To evaluate the accuracy of the protein function predictions in the PTIR, a total of 7,695 proteins annotated by GO terms in the biological process category were used as testing data. Among them, 695 proteins were randomly selected as the targets with their annotations manually removed and the remaining 7,000 proteins were used as known proteins for prediction. Subsequently, the interacting partners of these target proteins were identified. Using the guilt-by-association strategy70,71, each target protein was assigned with a number of GO terms. As expected, many identical and/or similar GO terms were linked between the predicted functions and their original annotations (data provided in the website). According to the method described by Lin72, the semantic similarities of GO terms were measured and their average value was found to be 0.20, which is significantly higher than the value of 0.10 for a randomized connection (P-value < 1E-10, Wilcoxon test). This result confirms the usefulness of the PTIR for predicting protein function using the guilt-by-association strategy and the feasibility of predicting the functionality of unannotated proteins based on their interactions.

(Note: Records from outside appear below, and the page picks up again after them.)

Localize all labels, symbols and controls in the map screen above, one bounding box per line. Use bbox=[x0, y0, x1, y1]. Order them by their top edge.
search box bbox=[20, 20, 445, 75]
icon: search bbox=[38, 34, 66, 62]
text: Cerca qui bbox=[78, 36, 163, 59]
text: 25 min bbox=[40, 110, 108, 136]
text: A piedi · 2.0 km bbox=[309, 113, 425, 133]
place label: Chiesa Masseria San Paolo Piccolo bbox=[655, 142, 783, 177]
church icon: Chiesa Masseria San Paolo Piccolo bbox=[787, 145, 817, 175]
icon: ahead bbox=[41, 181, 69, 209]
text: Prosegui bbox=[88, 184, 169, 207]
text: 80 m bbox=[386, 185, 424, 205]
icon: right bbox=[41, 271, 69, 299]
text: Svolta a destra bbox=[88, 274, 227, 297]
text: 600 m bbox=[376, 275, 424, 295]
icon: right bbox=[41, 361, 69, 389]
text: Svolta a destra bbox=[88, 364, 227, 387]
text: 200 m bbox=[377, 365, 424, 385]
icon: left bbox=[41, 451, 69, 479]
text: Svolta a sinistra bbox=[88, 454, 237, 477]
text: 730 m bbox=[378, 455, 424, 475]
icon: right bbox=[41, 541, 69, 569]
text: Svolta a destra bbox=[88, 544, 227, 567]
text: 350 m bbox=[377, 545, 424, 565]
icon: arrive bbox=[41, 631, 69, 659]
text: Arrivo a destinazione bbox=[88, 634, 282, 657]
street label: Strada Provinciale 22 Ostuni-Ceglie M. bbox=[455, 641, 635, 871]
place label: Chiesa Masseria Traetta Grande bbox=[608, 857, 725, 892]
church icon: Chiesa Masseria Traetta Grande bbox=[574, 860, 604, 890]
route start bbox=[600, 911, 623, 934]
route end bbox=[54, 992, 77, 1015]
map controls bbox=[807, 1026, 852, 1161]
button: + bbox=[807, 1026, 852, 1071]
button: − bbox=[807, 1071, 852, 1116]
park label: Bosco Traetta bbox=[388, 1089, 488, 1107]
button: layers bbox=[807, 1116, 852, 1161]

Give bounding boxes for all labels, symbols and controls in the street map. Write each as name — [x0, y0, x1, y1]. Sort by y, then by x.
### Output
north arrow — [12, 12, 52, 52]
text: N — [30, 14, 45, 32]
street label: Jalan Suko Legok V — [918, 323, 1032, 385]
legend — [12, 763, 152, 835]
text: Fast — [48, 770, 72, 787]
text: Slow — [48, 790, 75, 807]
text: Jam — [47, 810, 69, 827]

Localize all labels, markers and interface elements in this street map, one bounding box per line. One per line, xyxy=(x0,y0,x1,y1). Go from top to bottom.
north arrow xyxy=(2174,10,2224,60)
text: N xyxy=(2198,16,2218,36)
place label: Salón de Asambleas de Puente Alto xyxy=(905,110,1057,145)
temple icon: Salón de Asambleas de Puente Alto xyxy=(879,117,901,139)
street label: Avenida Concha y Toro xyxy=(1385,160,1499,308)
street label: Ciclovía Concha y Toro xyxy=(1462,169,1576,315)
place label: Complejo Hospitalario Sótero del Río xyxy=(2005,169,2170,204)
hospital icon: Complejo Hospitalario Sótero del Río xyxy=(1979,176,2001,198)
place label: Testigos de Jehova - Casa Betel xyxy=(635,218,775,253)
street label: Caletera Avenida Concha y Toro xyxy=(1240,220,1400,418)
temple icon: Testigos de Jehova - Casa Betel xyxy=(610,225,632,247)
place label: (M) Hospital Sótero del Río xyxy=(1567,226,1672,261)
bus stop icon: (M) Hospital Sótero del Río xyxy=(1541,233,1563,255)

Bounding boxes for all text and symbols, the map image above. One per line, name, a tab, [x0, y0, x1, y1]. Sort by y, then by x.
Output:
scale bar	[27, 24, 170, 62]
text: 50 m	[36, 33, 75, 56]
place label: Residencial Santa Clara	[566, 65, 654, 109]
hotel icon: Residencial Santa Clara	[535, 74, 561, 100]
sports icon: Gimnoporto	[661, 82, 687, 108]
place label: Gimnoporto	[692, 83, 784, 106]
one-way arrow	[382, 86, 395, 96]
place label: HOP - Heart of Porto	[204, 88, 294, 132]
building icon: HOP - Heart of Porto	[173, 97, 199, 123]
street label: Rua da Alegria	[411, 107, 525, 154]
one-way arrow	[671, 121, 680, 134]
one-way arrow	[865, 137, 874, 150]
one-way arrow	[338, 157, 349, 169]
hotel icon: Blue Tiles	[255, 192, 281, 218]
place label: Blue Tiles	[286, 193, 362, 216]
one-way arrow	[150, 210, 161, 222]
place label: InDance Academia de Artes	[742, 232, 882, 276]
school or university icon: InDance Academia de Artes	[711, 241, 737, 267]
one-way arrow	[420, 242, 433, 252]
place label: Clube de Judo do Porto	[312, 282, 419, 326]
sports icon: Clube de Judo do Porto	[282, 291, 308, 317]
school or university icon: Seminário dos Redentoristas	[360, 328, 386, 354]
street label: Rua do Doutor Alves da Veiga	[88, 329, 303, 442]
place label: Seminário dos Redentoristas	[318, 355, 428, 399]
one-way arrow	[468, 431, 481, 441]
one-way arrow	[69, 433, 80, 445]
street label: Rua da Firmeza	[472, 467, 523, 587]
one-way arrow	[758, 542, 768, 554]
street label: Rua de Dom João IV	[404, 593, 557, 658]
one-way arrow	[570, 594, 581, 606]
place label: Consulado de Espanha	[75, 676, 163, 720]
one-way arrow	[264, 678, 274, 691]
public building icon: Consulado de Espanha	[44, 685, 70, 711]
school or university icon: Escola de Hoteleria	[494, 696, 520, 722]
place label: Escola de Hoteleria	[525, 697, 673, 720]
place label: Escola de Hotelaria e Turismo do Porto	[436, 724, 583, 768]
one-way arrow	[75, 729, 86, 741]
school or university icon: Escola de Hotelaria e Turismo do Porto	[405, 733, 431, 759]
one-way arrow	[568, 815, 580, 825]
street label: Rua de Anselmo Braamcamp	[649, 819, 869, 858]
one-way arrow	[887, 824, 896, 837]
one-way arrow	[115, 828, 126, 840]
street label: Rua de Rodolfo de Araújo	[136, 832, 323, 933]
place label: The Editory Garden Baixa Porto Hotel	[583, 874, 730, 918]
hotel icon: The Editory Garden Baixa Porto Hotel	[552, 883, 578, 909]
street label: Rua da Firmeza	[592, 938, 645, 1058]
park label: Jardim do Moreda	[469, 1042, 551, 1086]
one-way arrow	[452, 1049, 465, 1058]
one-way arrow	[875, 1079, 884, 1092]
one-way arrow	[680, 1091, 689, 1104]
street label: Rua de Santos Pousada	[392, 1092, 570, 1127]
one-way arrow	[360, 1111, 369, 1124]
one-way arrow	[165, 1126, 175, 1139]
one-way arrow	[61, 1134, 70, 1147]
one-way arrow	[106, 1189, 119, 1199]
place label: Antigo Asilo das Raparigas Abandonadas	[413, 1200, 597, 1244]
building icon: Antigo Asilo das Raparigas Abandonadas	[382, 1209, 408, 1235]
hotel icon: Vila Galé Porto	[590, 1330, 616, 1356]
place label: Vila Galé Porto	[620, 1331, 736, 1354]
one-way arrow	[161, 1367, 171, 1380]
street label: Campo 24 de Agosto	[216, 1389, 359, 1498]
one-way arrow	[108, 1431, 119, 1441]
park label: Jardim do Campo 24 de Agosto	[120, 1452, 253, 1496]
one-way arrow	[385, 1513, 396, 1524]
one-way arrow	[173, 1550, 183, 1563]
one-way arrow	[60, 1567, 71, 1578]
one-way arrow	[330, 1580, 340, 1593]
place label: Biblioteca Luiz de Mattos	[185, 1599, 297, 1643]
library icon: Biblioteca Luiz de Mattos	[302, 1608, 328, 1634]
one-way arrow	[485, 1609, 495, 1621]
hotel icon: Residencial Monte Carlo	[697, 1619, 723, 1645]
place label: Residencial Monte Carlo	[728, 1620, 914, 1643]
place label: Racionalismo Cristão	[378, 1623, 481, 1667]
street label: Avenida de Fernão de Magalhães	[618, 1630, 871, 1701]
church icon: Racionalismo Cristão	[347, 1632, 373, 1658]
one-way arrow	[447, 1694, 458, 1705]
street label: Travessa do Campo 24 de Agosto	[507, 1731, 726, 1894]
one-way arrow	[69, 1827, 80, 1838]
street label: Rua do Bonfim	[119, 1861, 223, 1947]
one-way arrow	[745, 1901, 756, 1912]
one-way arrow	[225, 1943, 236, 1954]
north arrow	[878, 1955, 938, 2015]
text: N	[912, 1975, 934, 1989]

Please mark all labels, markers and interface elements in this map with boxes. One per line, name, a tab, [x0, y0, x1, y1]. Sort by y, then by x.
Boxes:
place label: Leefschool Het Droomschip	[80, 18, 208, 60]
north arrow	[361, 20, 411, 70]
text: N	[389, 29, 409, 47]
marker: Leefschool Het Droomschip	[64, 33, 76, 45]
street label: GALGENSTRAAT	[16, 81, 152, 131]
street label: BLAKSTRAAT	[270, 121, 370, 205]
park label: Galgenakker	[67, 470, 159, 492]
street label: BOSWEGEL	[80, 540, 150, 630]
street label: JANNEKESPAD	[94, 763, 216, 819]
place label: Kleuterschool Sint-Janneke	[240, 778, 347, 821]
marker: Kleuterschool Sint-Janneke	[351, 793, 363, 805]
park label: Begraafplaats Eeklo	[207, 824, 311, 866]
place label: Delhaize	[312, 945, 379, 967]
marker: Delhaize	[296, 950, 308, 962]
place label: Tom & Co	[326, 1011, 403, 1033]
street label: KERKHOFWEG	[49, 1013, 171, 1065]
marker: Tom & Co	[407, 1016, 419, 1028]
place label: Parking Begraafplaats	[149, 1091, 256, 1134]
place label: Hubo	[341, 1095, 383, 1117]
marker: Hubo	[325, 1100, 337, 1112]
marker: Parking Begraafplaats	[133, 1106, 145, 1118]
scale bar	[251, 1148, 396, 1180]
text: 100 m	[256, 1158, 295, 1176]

Therefore, this strategy was used to predict the most possible functional terms of proteins labeled “Unknown Protein” in the PTIR. The significantly enriched terms and their individual P values were detected using the hypergometric test in the GO Term Finder73. We reserved the top five predicted terms, which are sufficient to recover the known biological function of a given gene (data provided in the website)74. In total, we found that approximately 95.2% (2789/2931) of the “Unknown Proteins” in the PTIR could be annotated without recycling the annotation operation of our prediction.

A case study of DNA damage-binding protein 1 (DDB1, UniProt AC: Q6QNU4, Sol ID: Solyc09g031610.2.1), revealed 124 interacting partners (Supplementary Table S6). Most fall into known complexes, such as Ubiquitin-proteasome pathway/DNA repair (e.g., DET1 and CUL4), WD repeat family (e.g., COP1) and RNA splicing and modifying (e.g., AGO1 and CDC5; Fig. 13)75,76,77,78. A protein without a previously annotated function (UniProt AC: K4CIU6, Sol ID: Solyc08g008120.2.1) had an interaction with DDB1. Based on the hypothesis that interacting proteins tend to be involved in the same pathway, the function of K4CIU6 was inferred according to its interaction with DDB1, which possesses six distinct biological process annotations, including red, far-red light phototransduction (GO: 0009585), embryo development ending in seed dormancy (GO: 0009793), negative regulation of transcription, DNA-templated (GO: 0045892), protein ubiquitination (GO: 0016567), negative regulation of photomorphogenesis (GO: 0010100) and red or far-red light signaling pathway (GO: 0010017). As a result, the five possible functions of K4CIU6 are listed in Table 4. Consistently, the predicted function of ubiquitination was supported by the fact that its Arabidopsis ortholog (UniProt AC: Q9FFS4, TAIR ID: At5g41560) is annotated as positive regulation of proteasomal ubiquitin-dependent protein catabolic process (GO: 0032436)54. Therefore, this type of annotation can be used to assign putative members based on their interacting partners and deduce molecular functions of the unknown proteins in the tomato genome.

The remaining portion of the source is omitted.